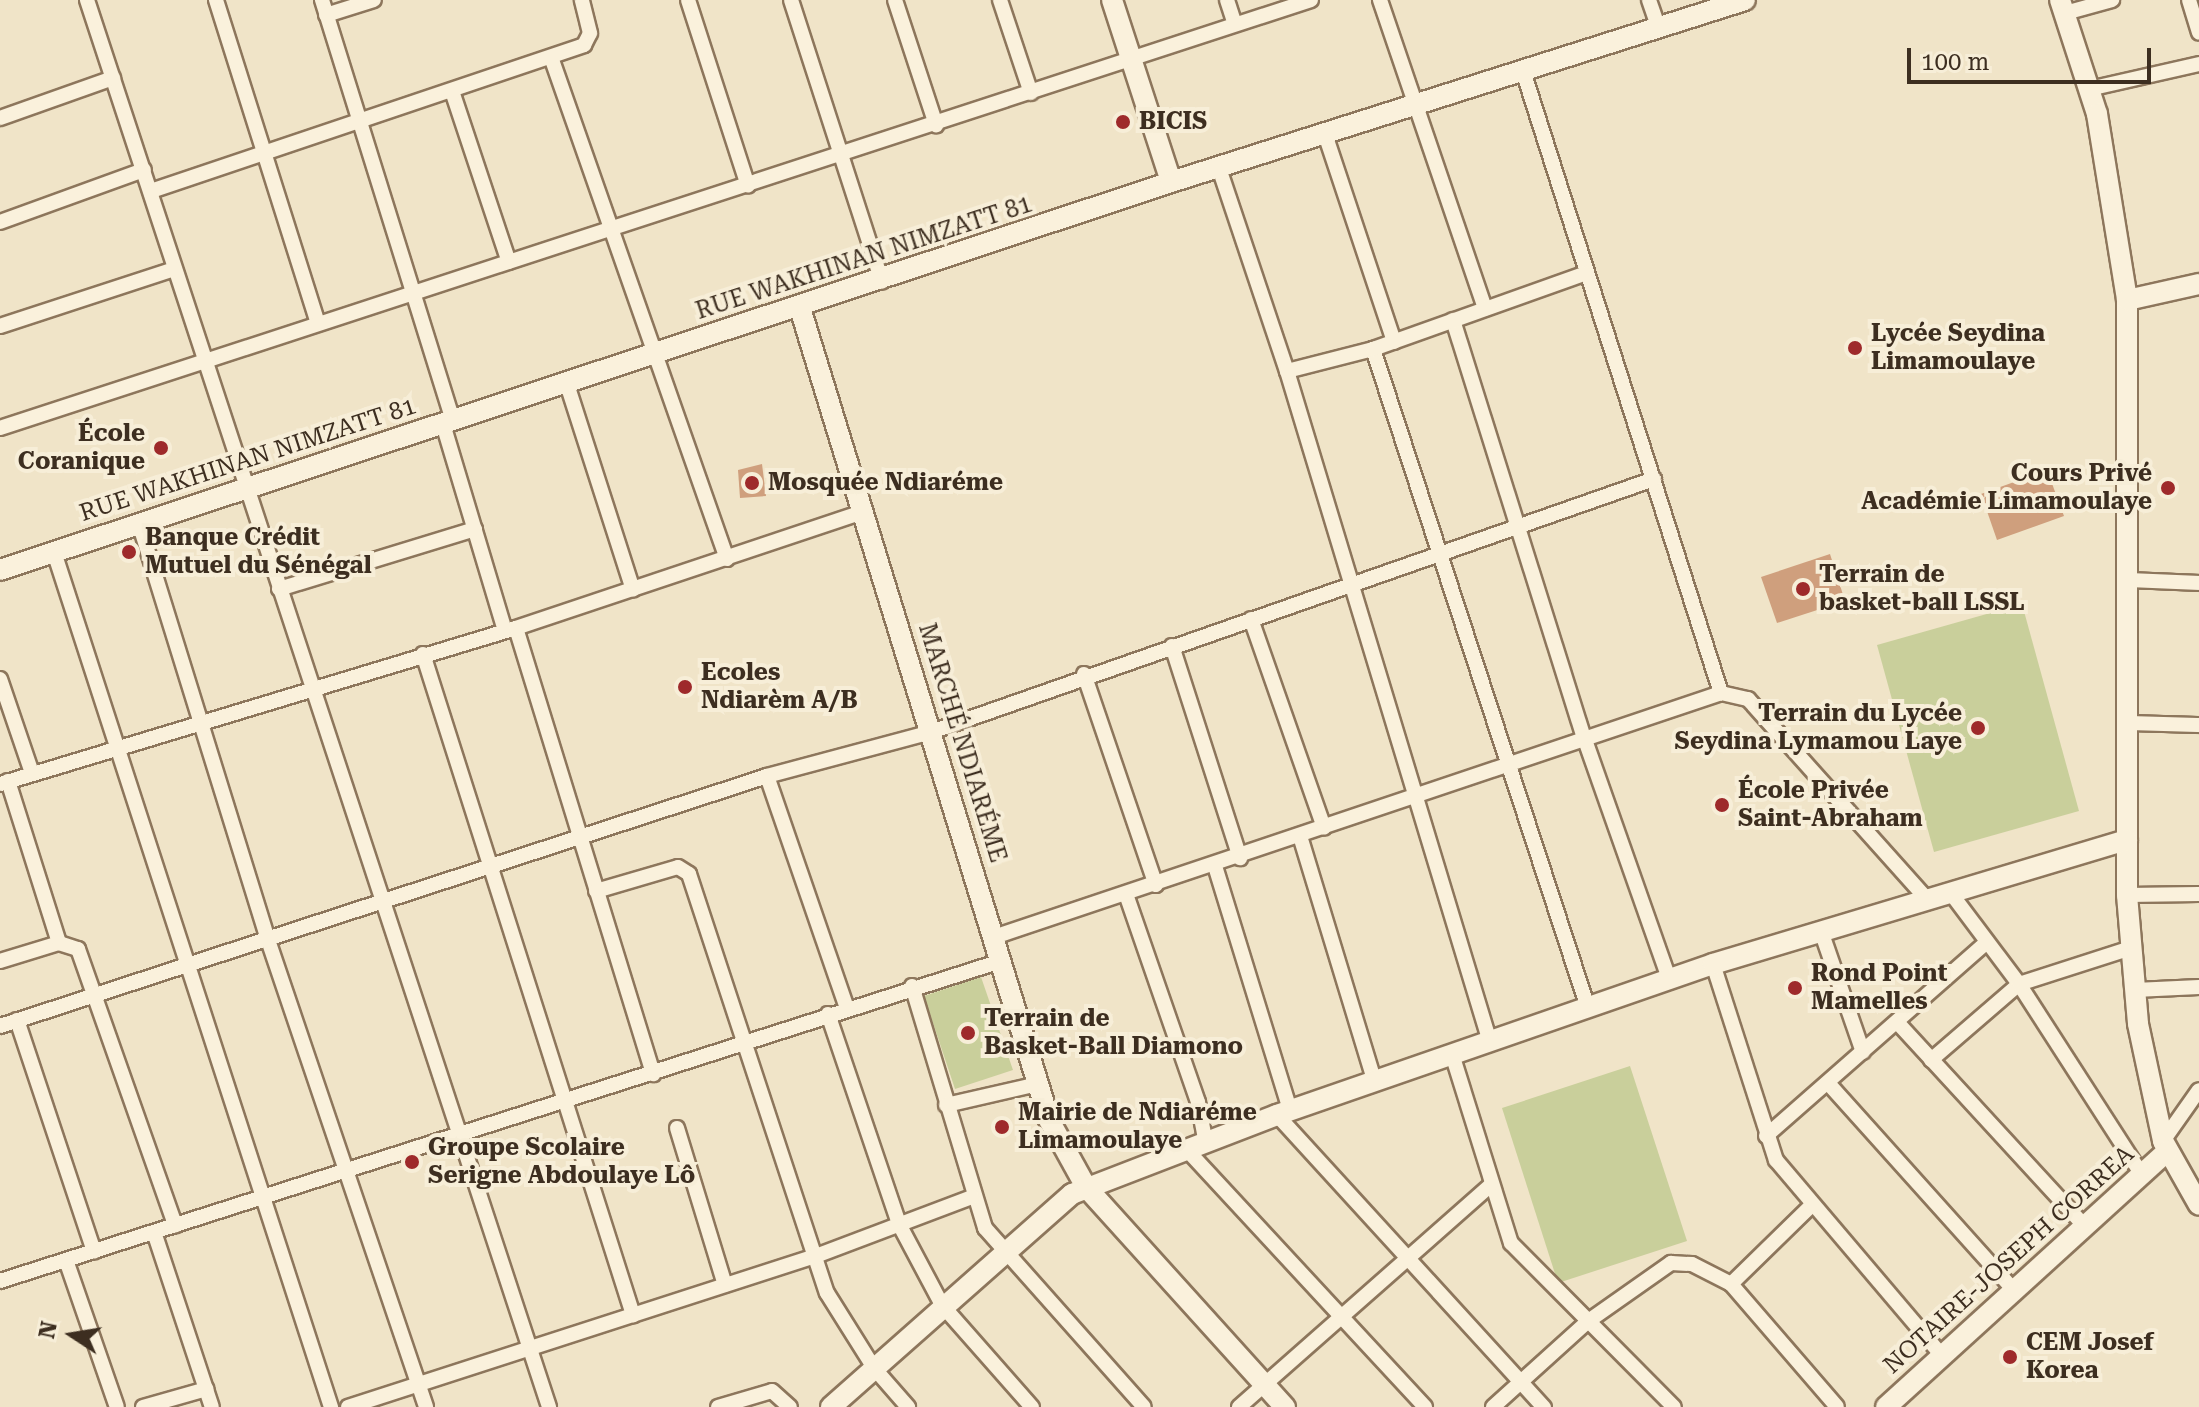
<!DOCTYPE html>
<html>
<head>
<meta charset="utf-8">
<style>
  body { margin:0 }
  #map { position:relative; width:2199px; height:1407px; overflow:hidden; background:#f0e4c8; font-family:"Roboto Serif",serif }
  div>[style] { position:absolute }
  [style*='--x'] { left:calc(var(--x)*1px); top:calc(var(--y)*1px); width:calc(var(--w)*1px); rotate:calc(var(--a)*1deg) }
  .green>* { inset:0; background:#c9cf9b }
  .building>* { inset:0; background:#cf9f7d }
  .roads { filter:drop-shadow(2px 0 #8d765c) drop-shadow(-2px 0 #8d765c) drop-shadow(0 2px #8d765c) drop-shadow(0 -2px #8d765c) }
  .street>* { height:14px; margin:-7px; padding:0 7px; transform-origin:7px; border-radius:7px; background:#faf1dc }
  .secondary>* { height:20px; margin:-10px; padding:0 10px; transform-origin:10px; border-radius:10px; background:#faf1dc }
  .dots>* { width:22px; height:22px; translate:-50% -50%; box-sizing:border-box; border:4px solid #f7eed8; border-radius:50% }
  span { translate:-50% -50%; white-space:nowrap; text-align:center; line-height:1.15; -webkit-text-stroke:8px #f7eed8; paint-order:stroke }
  .poi-label { font-size:24px; color:#3d2e20; font-weight:700 }
  .left { translate:0 -50%; text-align:left }
  .right { translate:-100% -50%; text-align:right }
  .street-label { font-size:24px; color:#3d2e20 }
  .north { position:absolute; left:32px; top:1295px; width:80px; height:80px; -webkit-text-stroke:6px #f7eed8; paint-order:stroke; rotate:282deg; font-size:22px; font-weight:700; line-height:32px; text-align:center; color:#3d2e20 }
  .north::after { content:''; display:block; margin:auto; width:28px; height:36px; background:#3d2e20; clip-path:polygon(50% 0,100% 100%,50% 72%,0 100%) }
  .scale { position:absolute; left:1907px; top:48px; width:244px; height:36px; box-sizing:border-box; border:4px solid #3d2e20; border-top:0; padding-left:10px; font-size:24px; line-height:28px; white-space:nowrap; color:#3d2e20; -webkit-text-stroke:6px #f7eed8; paint-order:stroke }
</style>
</head>
<body>
<div id="map">
  <div class="green">
    <i style="clip-path:polygon(2022px 604px,2079px 811px,1934px 852px,1877px 645px)"></i>
    <i style="clip-path:polygon(981px 977px,1013px 1070px,955px 1089px,924px 996px)"></i>
    <i style="clip-path:polygon(1630px 1066px,1687px 1241px,1558px 1283px,1502px 1108px)"></i>
  </div>
  <div class="building">
    <i style="clip-path:polygon(762px 464px,766px 496px,740px 498px,738px 470px)"></i>
    <i style="clip-path:polygon(2047px 470px,2064px 516px,1997px 540px,1981px 494px)"></i>
    <i style="clip-path:polygon(1830px 554px,1845px 601px,1777px 623px,1761px 577px)"></i>
  </div>
  <div class="roads">
    <div class="street">
      <i style="--x:87;--y:0;--w:1481;--a:71.82"></i>
      <i style="--x:216;--y:0;--w:339;--a:72.5"></i>
      <i style="--x:322;--y:0;--w:440;--a:72.7"></i>
      <i style="--x:688;--y:0;--w:195;--a:72.1"></i>
      <i style="--x:791;--y:0;--w:296;--a:72.1"></i>
      <i style="--x:895;--y:0;--w:132;--a:71.8"></i>
      <i style="--x:1000;--y:0;--w:98;--a:71.6"></i>
      <i style="--x:1227;--y:0;--w:25;--a:72"></i>
      <i style="--x:1380;--y:0;--w:326;--a:71.2"></i>
      <i style="--x:1649;--y:0;--w:28;--a:71"></i>
      <i style="--x:2189;--y:0;--w:34;--a:73"></i>
      <i style="--x:2065;--y:13;--w:49;--a:-15.5"></i>
      <i style="--x:326;--y:15;--w:50;--a:-17.4"></i>
      <i style="--x:551;--y:57;--w:532;--a:70.68"></i>
      <i style="--x:1524;--y:74;--w:650;--a:72.35"></i>
      <i style="--x:2089;--y:89;--w:113;--a:-12.8"></i>
      <i style="--x:452;--y:91;--w:180;--a:71.6"></i>
      <i style="--x:0;--y:118;--w:120;--a:-19.5"></i>
      <i style="--x:1326;--y:137;--w:216;--a:71.6"></i>
      <i style="--x:1219;--y:168;--w:214;--a:71.5"></i>
      <i style="--x:1287;--y:371;--w:701;--a:73.17"></i>
      <i style="--x:151;--y:191;--w:457;--a:-18.6"></i>
      <i style="--x:584;--y:45;--w:13;--a:-63"></i>
      <i style="--x:590;--y:33;--w:34;--a:-104"></i>
      <i style="--x:0;--y:222;--w:153;--a:-19.9"></i>
      <i style="--x:1453;--y:320;--w:440;--a:72.6"></i>
      <i style="--x:1585;--y:740;--w:253;--a:70.6"></i>
      <i style="--x:0;--y:326;--w:183;--a:-18.1"></i>
      <i style="--x:1373;--y:349;--w:693;--a:71.93"></i>
      <i style="--x:1287;--y:371;--w:89;--a:-14.3"></i>
      <i style="--x:1373;--y:349;--w:226;--a:-19.6"></i>
      <i style="--x:566;--y:381;--w:219;--a:72.2"></i>
      <i style="--x:443;--y:424;--w:216;--a:73.3"></i>
      <i style="--x:0;--y:428;--w:1379;--a:-18.08"></i>
      <i style="--x:139;--y:523;--w:433;--a:72.8"></i>
      <i style="--x:267;--y:937;--w:496;--a:71.3"></i>
      <i style="--x:54;--y:552;--w:899;--a:72.05"></i>
      <i style="--x:2130;--y:580;--w:69;--a:2.5"></i>
      <i style="--x:279;--y:589;--w:205;--a:-17"></i>
      <i style="--x:1251;--y:619;--w:221;--a:70.7"></i>
      <i style="--x:516;--y:628;--w:467;--a:72.9"></i>
      <i style="--x:1172;--y:646;--w:223;--a:72.2"></i>
      <i style="--x:423;--y:654;--w:694;--a:72.37"></i>
      <i style="--x:1084;--y:674;--w:223;--a:71.2"></i>
      <i style="--x:0;--y:679;--w:99;--a:71.2"></i>
      <i style="--x:2128;--y:723;--w:71;--a:1.6"></i>
      <i style="--x:767;--y:776;--w:245;--a:71"></i>
      <i style="--x:8;--y:781;--w:170;--a:72.5"></i>
      <i style="--x:0;--y:784;--w:539;--a:-16.82"></i>
      <i style="--x:516;--y:628;--w:368;--a:-18.5"></i>
      <i style="--x:1300;--y:836;--w:255;--a:73.1"></i>
      <i style="--x:1215;--y:866;--w:255;--a:72.9"></i>
      <i style="--x:596;--y:891;--w:85;--a:-16.3"></i>
      <i style="--x:678;--y:867;--w:13;--a:32"></i>
      <i style="--x:689;--y:874;--w:441;--a:71.8"></i>
      <i style="--x:827;--y:1293;--w:89;--a:57.9"></i>
      <i style="--x:874;--y:1368;--w:52;--a:48.9"></i>
      <i style="--x:1950;--y:892;--w:115;--a:53.1"></i>
      <i style="--x:2019;--y:984;--w:225;--a:57.2"></i>
      <i style="--x:2127;--y:895;--w:72;--a:-0.8"></i>
      <i style="--x:1127;--y:897;--w:217;--a:70.9"></i>
      <i style="--x:1198;--y:1102;--w:43;--a:79.2"></i>
      <i style="--x:1821;--y:931;--w:128;--a:70.9"></i>
      <i style="--x:994;--y:937;--w:767;--a:-18.55"></i>
      <i style="--x:1721;--y:693;--w:28;--a:13"></i>
      <i style="--x:1748;--y:699;--w:268;--a:48.2"></i>
      <i style="--x:0;--y:961;--w:62;--a:-17"></i>
      <i style="--x:59;--y:943;--w:20;--a:18"></i>
      <i style="--x:78;--y:949;--w:293;--a:70.6"></i>
      <i style="--x:1713;--y:964;--w:206;--a:72.2"></i>
      <i style="--x:1776;--y:1160;--w:257;--a:49.7"></i>
      <i style="--x:912;--y:986;--w:253;--a:73.2"></i>
      <i style="--x:985;--y:1228;--w:239;--a:48.4"></i>
      <i style="--x:2135;--y:990;--w:64;--a:-2.7"></i>
      <i style="--x:828;--y:1014;--w:222;--a:71.3"></i>
      <i style="--x:899;--y:1224;--w:92;--a:62"></i>
      <i style="--x:942;--y:1305;--w:136;--a:48.6"></i>
      <i style="--x:17;--y:1020;--w:244;--a:71.6"></i>
      <i style="--x:1897;--y:1022;--w:275;--a:47.4"></i>
      <i style="--x:0;--y:1026;--w:807;--a:-18.05"></i>
      <i style="--x:767;--y:776;--w:170;--a:-15"></i>
      <i style="--x:931;--y:732;--w:766;--a:-19.29"></i>
      <i style="--x:1452;--y:1054;--w:198;--a:72.7"></i>
      <i style="--x:1511;--y:1243;--w:231;--a:45.2"></i>
      <i style="--x:1931;--y:1060;--w:116;--a:-40.8"></i>
      <i style="--x:2019;--y:984;--w:118;--a:-17.8"></i>
      <i style="--x:1828;--y:1083;--w:277;--a:48.1"></i>
      <i style="--x:946;--y:1105;--w:94;--a:-12.9"></i>
      <i style="--x:1277;--y:1115;--w:396;--a:47.6"></i>
      <i style="--x:677;--y:1128;--w:164;--a:73"></i>
      <i style="--x:1766;--y:1136;--w:294;--a:-41.3"></i>
      <i style="--x:2163;--y:1141;--w:62;--a:-54.8"></i>
      <i style="--x:1188;--y:1151;--w:349;--a:47.2"></i>
      <i style="--x:154;--y:1232;--w:184;--a:71.7"></i>
      <i style="--x:67;--y:1263;--w:152;--a:70.9"></i>
      <i style="--x:0;--y:1281;--w:1051;--a:-17.73"></i>
      <i style="--x:1731;--y:1284;--w:162;--a:49.2"></i>
      <i style="--x:143;--y:1407;--w:66;--a:-15.9"></i>
      <i style="--x:348;--y:1407;--w:489;--a:-17.9"></i>
      <i style="--x:813;--y:1257;--w:170;--a:-20.7"></i>
      <i style="--x:718;--y:1407;--w:56;--a:-16.5"></i>
      <i style="--x:772;--y:1391;--w:24;--a:42"></i>
      <i style="--x:1239;--y:1407;--w:336;--a:-41.4"></i>
      <i style="--x:1493;--y:1407;--w:127;--a:-42.1"></i>
      <i style="--x:1587;--y:1322;--w:103;--a:-35.1"></i>
      <i style="--x:1671;--y:1263;--w:21;--a:3"></i>
      <i style="--x:1692;--y:1264;--w:44;--a:27.1"></i>
      <i style="--x:1731;--y:1284;--w:113;--a:-44.3"></i>
    </div>
    <div class="secondary">
      <i style="--x:1112;--y:0;--w:191;--a:72"></i>
      <i style="--x:2060;--y:0;--w:120;--a:72"></i>
      <i style="--x:2097;--y:114;--w:188;--a:80.8"></i>
      <i style="--x:2127;--y:300;--w:595;--a:90"></i>
      <i style="--x:2127;--y:895;--w:129;--a:85.1"></i>
      <i style="--x:2138;--y:1024;--w:120;--a:77.9"></i>
      <i style="--x:2163;--y:1141;--w:73;--a:60.6"></i>
      <i style="--x:2127;--y:300;--w:74;--a:-12.5"></i>
      <i style="--x:800;--y:308;--w:849;--a:72.95"></i>
      <i style="--x:1049;--y:1120;--w:77;--a:61.1"></i>
      <i style="--x:1086;--y:1187;--w:297;--a:47.9"></i>
      <i style="--x:0;--y:570;--w:1234;--a:-18.33"></i>
      <i style="--x:1171;--y:182;--w:602;--a:-17.59"></i>
      <i style="--x:831;--y:1407;--w:322;--a:-41.5"></i>
      <i style="--x:1072;--y:1194;--w:220;--a:-21.1"></i>
      <i style="--x:1277;--y:1115;--w:461;--a:-19.1"></i>
      <i style="--x:1713;--y:964;--w:432;--a:-16.7"></i>
      <i style="--x:1886;--y:1407;--w:380;--a:-42.3"></i>
    </div>
  </div>
  <div class="dots">
    <i style="left:1123px;top:122px;background:#9e2a2b"></i>
    <i style="left:1855px;top:348px;background:#9e2a2b"></i>
    <i style="left:161px;top:448px;background:#9e2a2b"></i>
    <i style="left:752px;top:483px;background:#9e2a2b"></i>
    <i style="left:2168px;top:488px;background:#9e2a2b"></i>
    <i style="left:129px;top:552px;background:#9e2a2b"></i>
    <i style="left:1803px;top:589px;background:#9e2a2b"></i>
    <i style="left:685px;top:687px;background:#9e2a2b"></i>
    <i style="left:1978px;top:728px;background:#9e2a2b"></i>
    <i style="left:1722px;top:805px;background:#9e2a2b"></i>
    <i style="left:1795px;top:988px;background:#9e2a2b"></i>
    <i style="left:968px;top:1033px;background:#9e2a2b"></i>
    <i style="left:1002px;top:1127px;background:#9e2a2b"></i>
    <i style="left:412px;top:1162px;background:#9e2a2b"></i>
    <i style="left:2010px;top:1357px;background:#9e2a2b"></i>
  </div>
  <div class="poi-label">
    <span class="left" style="left:1139px;top:122px">BICIS</span>
    <span class="left" style="left:1871px;top:348px">Lycée Seydina<br>Limamoulaye</span>
    <span class="right" style="left:145px;top:448px">École<br>Coranique</span>
    <span class="right" style="left:2152px;top:488px">Cours Privé<br>Académie Limamoulaye</span>
    <span class="left" style="left:768px;top:483px">Mosquée Ndiaréme</span>
    <span class="left" style="left:145px;top:552px">Banque Crédit<br>Mutuel du Sénégal</span>
    <span class="left" style="left:1819px;top:589px">Terrain de<br>basket-ball LSSL</span>
    <span class="left" style="left:701px;top:687px">Ecoles<br>Ndiarèm A/B</span>
    <span class="right" style="left:1962px;top:728px">Terrain du Lycée<br>Seydina Lymamou Laye</span>
    <span class="left" style="left:1738px;top:805px">École Privée<br>Saint-Abraham</span>
    <span class="left" style="left:1811px;top:988px">Rond Point<br>Mamelles</span>
    <span class="left" style="left:984px;top:1033px">Terrain de<br>Basket-Ball Diamono</span>
    <span class="left" style="left:1018px;top:1127px">Mairie de Ndiaréme<br>Limamoulaye</span>
    <span class="left" style="left:428px;top:1162px">Groupe Scolaire<br>Serigne Abdoulaye Lô</span>
    <span class="left" style="left:2026px;top:1357px">CEM Josef<br>Korea</span>
  </div>
  <div class="street-label">
    <span style="left:864px;top:258px;rotate:-18deg">RUE WAKHINAN NIMZATT 81</span>
    <span style="left:248px;top:460px;rotate:-18deg">RUE WAKHINAN NIMZATT 81</span>
    <span style="left:962px;top:743px;rotate:73deg">MARCHÉ NDIARÉME</span>
    <span style="left:2009px;top:1260px;rotate:-42deg">NOTAIRE-JOSEPH CORREA</span>
  </div>
  <div class="north">N</div>
  <div class="scale">100 m</div>
</div>
</body>
</html>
_ _ _ _
Task details: Copy out each line of the records above that includes "center".

Result below:
  span { translate:-50% -50%; white-space:nowrap; text-align:center; line-height:1.15; -webkit-text-stroke:8px #f7eed8; paint-order:stroke }
  .north { position:absolute; left:32px; top:1295px; width:80px; height:80px; -webkit-text-stroke:6px #f7eed8; paint-order:stroke; rotate:282deg; font-size:22px; font-weight:700; line-height:32px; text-align:center; color:#3d2e20 }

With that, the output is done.